EXERCISE GOAL: The entries below contain a line with "function drawText(font, color, halo, rows, align" and a line with "context.font = font". Retype exactly everything from the first down to the second, both included, and nothing else.
┌─ SUPPLIED DATA
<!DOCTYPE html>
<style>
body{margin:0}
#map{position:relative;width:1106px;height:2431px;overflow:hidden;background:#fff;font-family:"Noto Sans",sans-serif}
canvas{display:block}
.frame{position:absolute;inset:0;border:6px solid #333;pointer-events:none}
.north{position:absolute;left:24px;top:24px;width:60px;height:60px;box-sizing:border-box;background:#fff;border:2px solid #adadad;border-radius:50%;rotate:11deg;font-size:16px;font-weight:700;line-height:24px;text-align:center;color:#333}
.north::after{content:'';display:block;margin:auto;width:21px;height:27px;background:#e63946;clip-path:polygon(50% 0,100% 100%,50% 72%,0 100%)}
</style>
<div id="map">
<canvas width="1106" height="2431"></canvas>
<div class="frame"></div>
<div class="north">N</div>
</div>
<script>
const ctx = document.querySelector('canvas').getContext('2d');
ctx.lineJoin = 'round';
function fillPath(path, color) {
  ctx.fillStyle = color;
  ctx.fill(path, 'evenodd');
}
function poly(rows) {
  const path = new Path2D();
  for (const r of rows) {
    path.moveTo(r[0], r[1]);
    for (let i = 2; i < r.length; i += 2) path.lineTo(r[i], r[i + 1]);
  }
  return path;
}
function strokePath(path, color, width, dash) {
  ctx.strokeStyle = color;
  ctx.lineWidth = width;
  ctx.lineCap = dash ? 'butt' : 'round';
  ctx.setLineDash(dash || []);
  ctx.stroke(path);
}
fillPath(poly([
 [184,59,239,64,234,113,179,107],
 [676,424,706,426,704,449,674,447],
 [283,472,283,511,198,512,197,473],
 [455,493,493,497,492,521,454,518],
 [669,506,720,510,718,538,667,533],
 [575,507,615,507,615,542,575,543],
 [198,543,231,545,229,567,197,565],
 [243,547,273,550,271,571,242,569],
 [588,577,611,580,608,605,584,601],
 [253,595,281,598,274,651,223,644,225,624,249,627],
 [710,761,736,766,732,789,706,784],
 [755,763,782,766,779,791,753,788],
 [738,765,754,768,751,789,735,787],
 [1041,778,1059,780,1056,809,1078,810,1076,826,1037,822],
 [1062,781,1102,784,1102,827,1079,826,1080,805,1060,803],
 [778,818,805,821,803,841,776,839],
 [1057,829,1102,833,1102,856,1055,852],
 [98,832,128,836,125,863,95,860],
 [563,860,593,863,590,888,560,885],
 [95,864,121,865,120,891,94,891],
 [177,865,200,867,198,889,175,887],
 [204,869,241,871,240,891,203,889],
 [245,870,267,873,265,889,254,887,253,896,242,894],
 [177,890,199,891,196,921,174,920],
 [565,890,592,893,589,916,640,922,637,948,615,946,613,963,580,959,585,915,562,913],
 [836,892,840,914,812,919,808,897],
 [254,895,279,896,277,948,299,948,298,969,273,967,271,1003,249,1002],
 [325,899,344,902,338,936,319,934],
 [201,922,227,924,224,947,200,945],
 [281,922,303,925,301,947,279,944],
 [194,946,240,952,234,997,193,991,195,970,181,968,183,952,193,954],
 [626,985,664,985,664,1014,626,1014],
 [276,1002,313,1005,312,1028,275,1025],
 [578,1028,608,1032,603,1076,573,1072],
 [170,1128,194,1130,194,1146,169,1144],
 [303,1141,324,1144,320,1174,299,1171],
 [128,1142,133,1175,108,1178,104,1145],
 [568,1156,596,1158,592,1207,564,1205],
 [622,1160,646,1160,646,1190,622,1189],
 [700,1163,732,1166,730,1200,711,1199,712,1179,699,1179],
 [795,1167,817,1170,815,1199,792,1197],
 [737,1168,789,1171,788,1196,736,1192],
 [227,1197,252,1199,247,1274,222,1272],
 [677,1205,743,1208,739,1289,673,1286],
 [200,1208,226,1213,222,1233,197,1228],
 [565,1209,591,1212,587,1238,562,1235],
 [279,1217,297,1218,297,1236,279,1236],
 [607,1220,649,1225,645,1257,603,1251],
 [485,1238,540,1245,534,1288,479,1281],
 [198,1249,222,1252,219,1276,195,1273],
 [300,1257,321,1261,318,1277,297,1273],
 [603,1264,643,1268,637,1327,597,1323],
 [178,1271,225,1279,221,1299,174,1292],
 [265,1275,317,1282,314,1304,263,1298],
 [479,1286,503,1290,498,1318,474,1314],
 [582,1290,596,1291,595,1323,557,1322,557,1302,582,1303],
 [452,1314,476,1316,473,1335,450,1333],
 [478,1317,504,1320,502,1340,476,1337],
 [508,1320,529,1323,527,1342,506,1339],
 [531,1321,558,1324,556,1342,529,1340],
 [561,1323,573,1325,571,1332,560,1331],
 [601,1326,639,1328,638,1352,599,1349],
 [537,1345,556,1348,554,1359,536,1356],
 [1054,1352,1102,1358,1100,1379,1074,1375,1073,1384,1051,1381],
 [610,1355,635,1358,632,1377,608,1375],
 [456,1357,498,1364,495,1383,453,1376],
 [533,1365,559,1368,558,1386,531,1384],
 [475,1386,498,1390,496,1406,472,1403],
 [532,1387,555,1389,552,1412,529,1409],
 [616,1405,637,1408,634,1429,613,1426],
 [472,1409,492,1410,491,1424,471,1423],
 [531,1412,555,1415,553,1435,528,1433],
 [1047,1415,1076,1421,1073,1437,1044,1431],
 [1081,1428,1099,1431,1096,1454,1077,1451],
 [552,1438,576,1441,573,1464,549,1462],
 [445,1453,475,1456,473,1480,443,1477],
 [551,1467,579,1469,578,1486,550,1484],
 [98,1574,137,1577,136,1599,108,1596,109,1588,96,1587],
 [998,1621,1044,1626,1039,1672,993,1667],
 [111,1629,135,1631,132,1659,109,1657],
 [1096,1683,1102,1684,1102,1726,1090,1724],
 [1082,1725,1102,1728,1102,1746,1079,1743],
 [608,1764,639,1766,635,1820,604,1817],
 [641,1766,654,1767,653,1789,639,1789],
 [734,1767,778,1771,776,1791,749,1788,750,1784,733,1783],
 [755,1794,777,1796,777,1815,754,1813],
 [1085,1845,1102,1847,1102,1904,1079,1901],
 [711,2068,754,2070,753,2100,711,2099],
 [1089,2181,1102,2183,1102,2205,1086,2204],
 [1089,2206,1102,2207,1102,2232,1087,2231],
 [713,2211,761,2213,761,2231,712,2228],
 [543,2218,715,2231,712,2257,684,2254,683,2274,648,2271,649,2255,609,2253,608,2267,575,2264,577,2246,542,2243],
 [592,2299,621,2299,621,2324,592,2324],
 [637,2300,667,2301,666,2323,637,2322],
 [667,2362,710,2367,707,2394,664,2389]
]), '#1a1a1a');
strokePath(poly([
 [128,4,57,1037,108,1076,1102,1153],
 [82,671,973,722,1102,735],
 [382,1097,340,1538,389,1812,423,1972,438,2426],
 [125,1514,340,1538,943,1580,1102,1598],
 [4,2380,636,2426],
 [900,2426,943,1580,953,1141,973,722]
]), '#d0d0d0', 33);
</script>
└─
┌─ SUPPLIED DATA
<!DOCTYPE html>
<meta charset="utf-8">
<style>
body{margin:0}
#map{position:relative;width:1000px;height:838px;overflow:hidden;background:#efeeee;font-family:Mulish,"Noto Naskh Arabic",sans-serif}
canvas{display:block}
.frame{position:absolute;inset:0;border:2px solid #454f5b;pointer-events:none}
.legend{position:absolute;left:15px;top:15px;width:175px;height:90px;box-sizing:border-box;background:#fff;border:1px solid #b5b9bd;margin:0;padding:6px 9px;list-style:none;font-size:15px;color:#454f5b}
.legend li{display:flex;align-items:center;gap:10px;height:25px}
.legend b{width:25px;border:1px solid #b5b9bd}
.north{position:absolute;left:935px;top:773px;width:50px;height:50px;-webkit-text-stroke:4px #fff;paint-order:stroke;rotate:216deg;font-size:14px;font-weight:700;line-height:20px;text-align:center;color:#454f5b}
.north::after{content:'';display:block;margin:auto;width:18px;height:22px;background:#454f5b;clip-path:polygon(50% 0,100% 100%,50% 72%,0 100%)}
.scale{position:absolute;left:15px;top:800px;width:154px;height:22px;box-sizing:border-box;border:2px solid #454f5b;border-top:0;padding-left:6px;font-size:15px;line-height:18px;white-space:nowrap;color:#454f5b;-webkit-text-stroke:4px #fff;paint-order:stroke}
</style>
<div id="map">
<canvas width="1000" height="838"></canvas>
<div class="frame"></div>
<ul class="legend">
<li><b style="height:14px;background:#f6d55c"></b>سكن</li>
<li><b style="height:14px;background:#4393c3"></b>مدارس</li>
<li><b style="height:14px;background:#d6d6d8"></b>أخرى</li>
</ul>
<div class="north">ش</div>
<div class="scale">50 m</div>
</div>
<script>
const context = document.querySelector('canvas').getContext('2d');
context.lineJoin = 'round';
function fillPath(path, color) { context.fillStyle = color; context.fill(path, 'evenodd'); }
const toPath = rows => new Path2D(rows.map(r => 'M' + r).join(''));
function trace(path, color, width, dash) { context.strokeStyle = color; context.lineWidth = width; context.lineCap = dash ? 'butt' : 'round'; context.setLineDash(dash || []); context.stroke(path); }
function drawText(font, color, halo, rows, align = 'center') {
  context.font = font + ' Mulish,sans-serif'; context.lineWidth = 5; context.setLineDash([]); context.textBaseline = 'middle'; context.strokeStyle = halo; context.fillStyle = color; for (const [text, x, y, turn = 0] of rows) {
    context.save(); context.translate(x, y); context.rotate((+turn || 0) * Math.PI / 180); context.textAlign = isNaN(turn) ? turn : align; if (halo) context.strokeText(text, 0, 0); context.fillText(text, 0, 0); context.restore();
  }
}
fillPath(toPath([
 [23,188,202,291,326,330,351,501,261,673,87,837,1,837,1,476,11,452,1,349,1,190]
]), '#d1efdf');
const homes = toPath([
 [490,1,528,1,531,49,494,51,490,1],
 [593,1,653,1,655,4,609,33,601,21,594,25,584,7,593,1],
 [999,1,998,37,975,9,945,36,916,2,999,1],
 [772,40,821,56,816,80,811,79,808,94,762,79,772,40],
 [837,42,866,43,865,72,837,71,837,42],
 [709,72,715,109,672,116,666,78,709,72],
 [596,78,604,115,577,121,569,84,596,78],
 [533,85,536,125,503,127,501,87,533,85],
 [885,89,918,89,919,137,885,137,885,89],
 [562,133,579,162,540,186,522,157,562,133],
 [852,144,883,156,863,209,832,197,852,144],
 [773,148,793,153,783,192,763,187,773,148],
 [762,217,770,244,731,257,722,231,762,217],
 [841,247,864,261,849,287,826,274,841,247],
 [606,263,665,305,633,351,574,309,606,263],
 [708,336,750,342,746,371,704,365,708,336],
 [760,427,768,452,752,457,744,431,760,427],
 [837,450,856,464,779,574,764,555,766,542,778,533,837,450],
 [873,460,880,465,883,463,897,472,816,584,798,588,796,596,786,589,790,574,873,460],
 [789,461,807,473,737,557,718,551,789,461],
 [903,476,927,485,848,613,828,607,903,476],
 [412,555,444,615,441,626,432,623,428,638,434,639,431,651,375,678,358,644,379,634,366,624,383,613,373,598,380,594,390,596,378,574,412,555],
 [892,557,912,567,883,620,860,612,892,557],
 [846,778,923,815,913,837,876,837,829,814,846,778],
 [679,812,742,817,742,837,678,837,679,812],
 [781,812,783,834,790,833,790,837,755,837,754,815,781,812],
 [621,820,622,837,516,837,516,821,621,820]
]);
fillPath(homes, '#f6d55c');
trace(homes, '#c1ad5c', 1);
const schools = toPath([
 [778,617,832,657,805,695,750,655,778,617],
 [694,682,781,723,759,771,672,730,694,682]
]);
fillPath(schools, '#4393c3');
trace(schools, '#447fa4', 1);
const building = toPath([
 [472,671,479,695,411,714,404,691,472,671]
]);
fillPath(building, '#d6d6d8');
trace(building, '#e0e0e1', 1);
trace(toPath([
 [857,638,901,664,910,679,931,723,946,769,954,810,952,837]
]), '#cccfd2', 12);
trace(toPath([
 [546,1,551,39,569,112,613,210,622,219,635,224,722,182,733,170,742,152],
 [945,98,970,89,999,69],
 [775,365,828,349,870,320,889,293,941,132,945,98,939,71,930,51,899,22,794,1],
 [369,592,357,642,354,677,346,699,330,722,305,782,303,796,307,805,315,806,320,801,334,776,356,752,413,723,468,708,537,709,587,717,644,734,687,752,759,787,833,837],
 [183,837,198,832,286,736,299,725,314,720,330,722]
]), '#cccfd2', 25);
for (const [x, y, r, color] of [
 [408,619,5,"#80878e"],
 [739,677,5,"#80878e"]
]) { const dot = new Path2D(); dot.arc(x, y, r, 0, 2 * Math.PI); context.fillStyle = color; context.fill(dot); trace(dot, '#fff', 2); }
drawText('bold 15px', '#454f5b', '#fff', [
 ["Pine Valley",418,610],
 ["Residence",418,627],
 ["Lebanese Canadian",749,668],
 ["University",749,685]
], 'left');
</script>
└─
TASK OUTPUT:
function drawText(font, color, halo, rows, align = 'center') {
  context.font = font + ' Mulish,sans-serif'; context.lineWidth = 5; context.setLineDash([]); context.textBaseline = 'middle'; context.strokeStyle = halo; context.fillStyle = color; for (const [text, x, y, turn = 0] of rows) {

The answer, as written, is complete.